La création métaphorique est absolument inépuisable. Merci à Patrick L. pour cette expression populaire dont le sens pourrait bien vous laisser sur le cul. Expression très masculine bien en rapport avec l'effet que peut produire chez l'homme le commerce des sens avec les dames.
En effet, quand certain soir on a bien réussi à séduire une femme et que les choses s'annoncent excitantes, il arrive qu'au dernier moment, pour tout un tas de raisons, elle ne veuille pas monter avec vous boire "un dernier verre". Alors, déçu, ombrageux, dépité, vous vous mettez au lit avec la trique, mais sans la fille.
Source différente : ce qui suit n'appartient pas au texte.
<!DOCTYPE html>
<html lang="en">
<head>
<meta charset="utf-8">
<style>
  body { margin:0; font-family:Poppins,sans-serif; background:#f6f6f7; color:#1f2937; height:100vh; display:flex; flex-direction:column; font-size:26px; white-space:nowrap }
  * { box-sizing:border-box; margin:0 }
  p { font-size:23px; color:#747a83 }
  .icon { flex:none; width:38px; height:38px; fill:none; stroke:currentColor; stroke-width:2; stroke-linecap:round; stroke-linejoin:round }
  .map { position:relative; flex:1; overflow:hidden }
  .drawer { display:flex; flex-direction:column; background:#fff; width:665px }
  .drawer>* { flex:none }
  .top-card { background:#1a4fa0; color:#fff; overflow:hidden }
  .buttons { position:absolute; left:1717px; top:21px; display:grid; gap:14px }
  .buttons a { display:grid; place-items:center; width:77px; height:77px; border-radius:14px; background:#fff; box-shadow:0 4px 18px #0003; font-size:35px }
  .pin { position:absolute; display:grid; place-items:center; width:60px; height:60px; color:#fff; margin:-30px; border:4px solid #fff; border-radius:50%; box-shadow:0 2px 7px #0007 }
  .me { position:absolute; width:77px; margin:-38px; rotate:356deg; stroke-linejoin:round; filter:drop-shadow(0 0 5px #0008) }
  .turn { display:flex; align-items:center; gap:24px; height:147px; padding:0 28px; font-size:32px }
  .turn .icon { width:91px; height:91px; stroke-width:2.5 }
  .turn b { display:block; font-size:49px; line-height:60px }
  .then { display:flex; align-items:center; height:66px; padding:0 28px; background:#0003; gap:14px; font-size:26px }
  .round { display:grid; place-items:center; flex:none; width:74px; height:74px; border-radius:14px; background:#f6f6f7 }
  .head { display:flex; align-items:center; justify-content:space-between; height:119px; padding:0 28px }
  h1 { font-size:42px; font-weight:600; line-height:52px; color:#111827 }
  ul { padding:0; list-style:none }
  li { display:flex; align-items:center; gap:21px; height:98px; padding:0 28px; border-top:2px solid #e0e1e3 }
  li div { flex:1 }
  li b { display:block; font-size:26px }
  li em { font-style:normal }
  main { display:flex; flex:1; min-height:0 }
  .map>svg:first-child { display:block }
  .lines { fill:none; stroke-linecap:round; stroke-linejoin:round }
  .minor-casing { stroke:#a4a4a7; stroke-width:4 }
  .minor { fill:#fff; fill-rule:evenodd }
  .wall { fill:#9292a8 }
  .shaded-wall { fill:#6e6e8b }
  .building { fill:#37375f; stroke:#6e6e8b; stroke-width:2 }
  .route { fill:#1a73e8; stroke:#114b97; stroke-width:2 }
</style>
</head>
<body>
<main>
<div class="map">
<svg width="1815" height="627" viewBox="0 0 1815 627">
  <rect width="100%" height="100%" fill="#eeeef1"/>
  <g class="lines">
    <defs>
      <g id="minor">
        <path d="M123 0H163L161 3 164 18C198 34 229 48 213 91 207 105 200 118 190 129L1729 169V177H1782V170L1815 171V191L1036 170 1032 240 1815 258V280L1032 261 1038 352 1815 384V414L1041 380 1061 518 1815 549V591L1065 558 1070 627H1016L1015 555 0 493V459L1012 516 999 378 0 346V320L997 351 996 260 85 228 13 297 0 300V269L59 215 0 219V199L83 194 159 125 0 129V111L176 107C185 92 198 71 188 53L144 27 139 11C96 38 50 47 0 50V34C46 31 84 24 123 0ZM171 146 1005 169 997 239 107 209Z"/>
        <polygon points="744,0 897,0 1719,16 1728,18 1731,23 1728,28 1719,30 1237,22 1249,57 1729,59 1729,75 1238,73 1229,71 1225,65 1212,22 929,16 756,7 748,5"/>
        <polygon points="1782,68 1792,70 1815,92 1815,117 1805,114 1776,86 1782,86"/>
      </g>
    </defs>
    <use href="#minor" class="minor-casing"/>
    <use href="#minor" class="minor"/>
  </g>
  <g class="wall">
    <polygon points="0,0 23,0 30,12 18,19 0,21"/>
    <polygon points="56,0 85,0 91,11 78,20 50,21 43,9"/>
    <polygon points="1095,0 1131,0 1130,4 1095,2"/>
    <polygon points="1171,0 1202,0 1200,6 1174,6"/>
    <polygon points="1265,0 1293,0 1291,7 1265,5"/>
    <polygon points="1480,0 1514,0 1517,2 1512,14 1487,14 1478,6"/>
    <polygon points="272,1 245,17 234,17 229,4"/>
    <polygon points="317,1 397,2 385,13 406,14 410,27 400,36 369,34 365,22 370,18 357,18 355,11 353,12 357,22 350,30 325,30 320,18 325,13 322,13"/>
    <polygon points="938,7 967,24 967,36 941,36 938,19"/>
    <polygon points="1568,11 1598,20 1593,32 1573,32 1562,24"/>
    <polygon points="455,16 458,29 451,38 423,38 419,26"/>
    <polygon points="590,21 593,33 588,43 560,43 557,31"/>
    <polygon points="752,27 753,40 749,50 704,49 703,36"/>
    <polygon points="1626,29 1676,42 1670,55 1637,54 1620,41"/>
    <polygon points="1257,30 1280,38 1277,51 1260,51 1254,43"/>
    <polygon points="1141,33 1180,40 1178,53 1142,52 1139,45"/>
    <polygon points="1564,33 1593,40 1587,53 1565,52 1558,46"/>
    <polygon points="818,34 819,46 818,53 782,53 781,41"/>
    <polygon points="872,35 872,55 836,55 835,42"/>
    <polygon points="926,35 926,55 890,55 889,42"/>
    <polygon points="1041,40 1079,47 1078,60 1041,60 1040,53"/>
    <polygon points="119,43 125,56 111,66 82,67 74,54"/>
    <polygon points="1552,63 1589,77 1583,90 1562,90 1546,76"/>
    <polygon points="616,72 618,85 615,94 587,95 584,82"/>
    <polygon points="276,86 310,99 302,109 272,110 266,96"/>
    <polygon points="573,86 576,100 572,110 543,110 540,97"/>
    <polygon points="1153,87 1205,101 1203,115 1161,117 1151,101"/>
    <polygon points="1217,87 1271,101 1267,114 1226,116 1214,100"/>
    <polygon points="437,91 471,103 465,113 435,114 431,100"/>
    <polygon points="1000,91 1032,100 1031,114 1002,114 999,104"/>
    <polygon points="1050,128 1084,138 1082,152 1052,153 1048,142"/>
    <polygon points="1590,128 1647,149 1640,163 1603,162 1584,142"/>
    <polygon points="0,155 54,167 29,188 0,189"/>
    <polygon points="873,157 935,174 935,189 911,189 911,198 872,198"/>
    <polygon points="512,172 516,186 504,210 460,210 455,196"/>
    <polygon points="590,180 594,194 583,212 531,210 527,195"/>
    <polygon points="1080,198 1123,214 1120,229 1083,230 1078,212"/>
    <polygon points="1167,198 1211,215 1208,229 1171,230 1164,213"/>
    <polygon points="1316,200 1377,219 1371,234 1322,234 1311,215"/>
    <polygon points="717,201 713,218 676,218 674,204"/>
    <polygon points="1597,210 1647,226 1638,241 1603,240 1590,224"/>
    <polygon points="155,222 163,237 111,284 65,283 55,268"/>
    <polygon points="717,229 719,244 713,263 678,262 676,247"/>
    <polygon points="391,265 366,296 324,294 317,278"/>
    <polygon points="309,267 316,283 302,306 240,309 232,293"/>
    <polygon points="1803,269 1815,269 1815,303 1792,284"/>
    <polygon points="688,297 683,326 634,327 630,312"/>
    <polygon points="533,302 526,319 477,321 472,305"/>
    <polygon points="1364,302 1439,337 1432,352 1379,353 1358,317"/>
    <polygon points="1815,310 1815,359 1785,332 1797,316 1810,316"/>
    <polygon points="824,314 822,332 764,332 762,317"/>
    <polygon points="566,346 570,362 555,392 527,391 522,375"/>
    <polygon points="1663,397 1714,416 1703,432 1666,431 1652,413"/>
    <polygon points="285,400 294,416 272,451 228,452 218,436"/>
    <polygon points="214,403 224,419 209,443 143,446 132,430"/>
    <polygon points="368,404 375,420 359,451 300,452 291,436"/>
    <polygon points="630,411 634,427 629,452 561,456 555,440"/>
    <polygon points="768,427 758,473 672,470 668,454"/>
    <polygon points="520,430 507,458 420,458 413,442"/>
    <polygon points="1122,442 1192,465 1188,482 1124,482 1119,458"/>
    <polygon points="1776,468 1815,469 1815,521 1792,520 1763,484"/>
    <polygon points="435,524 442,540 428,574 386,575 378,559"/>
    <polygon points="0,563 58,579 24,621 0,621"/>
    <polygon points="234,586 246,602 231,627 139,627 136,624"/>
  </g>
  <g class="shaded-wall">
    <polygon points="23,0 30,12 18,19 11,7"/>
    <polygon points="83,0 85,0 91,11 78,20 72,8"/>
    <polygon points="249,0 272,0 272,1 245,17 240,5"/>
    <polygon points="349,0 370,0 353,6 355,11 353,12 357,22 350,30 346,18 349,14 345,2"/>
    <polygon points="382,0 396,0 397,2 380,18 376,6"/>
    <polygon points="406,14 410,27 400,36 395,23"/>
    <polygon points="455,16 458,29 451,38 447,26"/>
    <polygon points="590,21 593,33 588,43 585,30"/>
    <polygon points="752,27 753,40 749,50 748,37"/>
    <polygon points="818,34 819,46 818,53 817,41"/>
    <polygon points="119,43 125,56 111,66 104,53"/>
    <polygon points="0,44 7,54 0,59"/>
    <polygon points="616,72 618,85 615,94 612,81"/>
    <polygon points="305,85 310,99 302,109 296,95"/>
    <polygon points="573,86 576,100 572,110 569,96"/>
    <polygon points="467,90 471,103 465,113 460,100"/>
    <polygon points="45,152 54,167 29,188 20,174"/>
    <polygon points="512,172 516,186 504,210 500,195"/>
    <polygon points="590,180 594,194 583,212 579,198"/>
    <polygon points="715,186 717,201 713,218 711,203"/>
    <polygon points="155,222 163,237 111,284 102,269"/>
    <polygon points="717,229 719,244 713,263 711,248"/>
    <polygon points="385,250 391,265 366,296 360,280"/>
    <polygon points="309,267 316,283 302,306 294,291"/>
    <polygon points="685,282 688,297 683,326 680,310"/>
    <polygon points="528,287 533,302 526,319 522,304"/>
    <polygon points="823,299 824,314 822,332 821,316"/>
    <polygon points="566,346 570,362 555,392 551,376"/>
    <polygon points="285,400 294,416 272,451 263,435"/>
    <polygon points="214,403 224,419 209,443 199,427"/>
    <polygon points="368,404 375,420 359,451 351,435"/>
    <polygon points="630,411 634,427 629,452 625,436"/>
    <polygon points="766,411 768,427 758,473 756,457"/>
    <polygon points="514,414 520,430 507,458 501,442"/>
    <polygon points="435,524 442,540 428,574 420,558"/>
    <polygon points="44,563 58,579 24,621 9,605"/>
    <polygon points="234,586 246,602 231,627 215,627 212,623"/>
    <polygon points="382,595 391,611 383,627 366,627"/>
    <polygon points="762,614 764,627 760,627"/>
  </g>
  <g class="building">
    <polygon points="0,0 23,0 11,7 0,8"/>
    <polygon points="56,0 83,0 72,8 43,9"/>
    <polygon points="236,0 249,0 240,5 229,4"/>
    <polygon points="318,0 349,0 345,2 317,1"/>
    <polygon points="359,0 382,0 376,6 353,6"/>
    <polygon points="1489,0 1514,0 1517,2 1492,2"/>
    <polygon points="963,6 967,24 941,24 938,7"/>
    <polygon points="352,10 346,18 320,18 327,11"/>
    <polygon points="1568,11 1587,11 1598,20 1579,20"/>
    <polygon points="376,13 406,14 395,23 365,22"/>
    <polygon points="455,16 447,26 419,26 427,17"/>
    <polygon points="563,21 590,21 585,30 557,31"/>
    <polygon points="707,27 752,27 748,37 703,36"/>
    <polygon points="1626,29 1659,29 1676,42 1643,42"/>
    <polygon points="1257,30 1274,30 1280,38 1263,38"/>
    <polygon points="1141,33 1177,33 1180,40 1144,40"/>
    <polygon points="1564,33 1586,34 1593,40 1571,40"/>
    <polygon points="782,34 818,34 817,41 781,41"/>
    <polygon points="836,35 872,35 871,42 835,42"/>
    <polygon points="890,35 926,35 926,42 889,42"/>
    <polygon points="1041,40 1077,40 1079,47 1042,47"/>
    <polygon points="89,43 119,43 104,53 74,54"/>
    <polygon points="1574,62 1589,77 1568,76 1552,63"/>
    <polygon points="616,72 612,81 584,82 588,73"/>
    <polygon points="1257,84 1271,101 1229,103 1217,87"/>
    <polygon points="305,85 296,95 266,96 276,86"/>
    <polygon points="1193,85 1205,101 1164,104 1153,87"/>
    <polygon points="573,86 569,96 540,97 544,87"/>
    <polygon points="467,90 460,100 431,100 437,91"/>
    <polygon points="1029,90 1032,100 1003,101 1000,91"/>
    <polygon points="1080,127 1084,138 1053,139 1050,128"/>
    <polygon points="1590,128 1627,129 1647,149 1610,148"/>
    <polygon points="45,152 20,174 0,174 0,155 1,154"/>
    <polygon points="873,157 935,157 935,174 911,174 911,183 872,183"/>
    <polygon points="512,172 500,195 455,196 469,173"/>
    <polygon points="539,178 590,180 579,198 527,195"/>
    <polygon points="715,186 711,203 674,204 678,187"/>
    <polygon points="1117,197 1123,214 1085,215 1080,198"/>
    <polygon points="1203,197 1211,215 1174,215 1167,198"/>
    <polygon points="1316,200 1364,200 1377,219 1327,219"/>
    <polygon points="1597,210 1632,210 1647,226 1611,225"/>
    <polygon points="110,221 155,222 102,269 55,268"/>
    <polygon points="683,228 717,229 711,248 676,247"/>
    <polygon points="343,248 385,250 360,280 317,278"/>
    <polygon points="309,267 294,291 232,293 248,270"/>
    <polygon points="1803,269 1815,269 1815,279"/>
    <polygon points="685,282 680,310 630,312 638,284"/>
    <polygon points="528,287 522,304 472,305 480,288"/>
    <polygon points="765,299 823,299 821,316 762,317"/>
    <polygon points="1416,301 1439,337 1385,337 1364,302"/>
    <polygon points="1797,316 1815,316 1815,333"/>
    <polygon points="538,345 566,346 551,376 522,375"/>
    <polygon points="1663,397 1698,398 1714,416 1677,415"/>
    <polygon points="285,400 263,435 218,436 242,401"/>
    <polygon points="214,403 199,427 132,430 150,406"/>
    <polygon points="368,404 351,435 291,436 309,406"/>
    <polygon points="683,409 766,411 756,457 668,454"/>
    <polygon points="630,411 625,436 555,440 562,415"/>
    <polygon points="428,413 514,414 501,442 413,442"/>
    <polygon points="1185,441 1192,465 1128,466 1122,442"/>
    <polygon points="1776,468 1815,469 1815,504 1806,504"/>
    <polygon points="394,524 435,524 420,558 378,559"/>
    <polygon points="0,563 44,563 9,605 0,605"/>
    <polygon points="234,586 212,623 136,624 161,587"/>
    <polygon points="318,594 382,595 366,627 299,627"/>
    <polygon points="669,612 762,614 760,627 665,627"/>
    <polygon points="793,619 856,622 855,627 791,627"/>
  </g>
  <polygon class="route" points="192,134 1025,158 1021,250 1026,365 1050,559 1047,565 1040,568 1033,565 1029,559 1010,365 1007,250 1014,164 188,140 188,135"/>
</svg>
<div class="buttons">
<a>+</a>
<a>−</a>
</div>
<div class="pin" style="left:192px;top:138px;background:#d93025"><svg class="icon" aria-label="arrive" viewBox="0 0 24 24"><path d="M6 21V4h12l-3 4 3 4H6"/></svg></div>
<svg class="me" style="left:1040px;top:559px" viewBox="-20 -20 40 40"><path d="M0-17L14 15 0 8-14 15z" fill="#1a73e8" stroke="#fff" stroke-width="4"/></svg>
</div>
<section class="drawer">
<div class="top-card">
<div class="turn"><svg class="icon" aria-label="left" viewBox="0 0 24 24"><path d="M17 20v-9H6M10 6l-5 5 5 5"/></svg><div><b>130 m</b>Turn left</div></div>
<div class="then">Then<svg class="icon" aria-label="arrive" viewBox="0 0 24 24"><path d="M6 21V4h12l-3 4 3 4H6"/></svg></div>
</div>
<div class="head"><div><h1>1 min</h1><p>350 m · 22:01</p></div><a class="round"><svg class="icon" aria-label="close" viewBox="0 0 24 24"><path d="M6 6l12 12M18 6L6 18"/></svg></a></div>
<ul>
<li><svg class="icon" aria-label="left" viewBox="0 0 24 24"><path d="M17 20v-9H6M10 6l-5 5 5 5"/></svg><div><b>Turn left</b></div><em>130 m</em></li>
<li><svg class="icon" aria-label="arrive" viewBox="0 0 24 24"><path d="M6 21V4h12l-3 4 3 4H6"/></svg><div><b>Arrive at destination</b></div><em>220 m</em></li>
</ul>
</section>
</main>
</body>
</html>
C'est donc ça être sur la béquille.

Mon estimé contributeur, Patrick, m'a fait savoir que l'expression exacte c'est "dormir" sur la béquille et non "être" sur la béquille. J'apprécie cette précision qui augmente considérablement la valeur de l'expression. C'est la preuve par 9 de  la richesse de notre lexique (poil à la trique).
C'est mon combat de tous les jours que de montrer l'empan (poil au fion) de la langue. On me reproche à l'envi tout aussi bien un langage sophistiqué, de haute volée, éventuellement affecté (poil au cul) qu'une langue débridée, relâchée, triviale, vulgaire (poil aux ovaires). La langue, ma langue est sans doute mon meilleur espace de liberté, celui où je décide aussi bien de partager que celui de rester seul entre moi et je. C'est selon.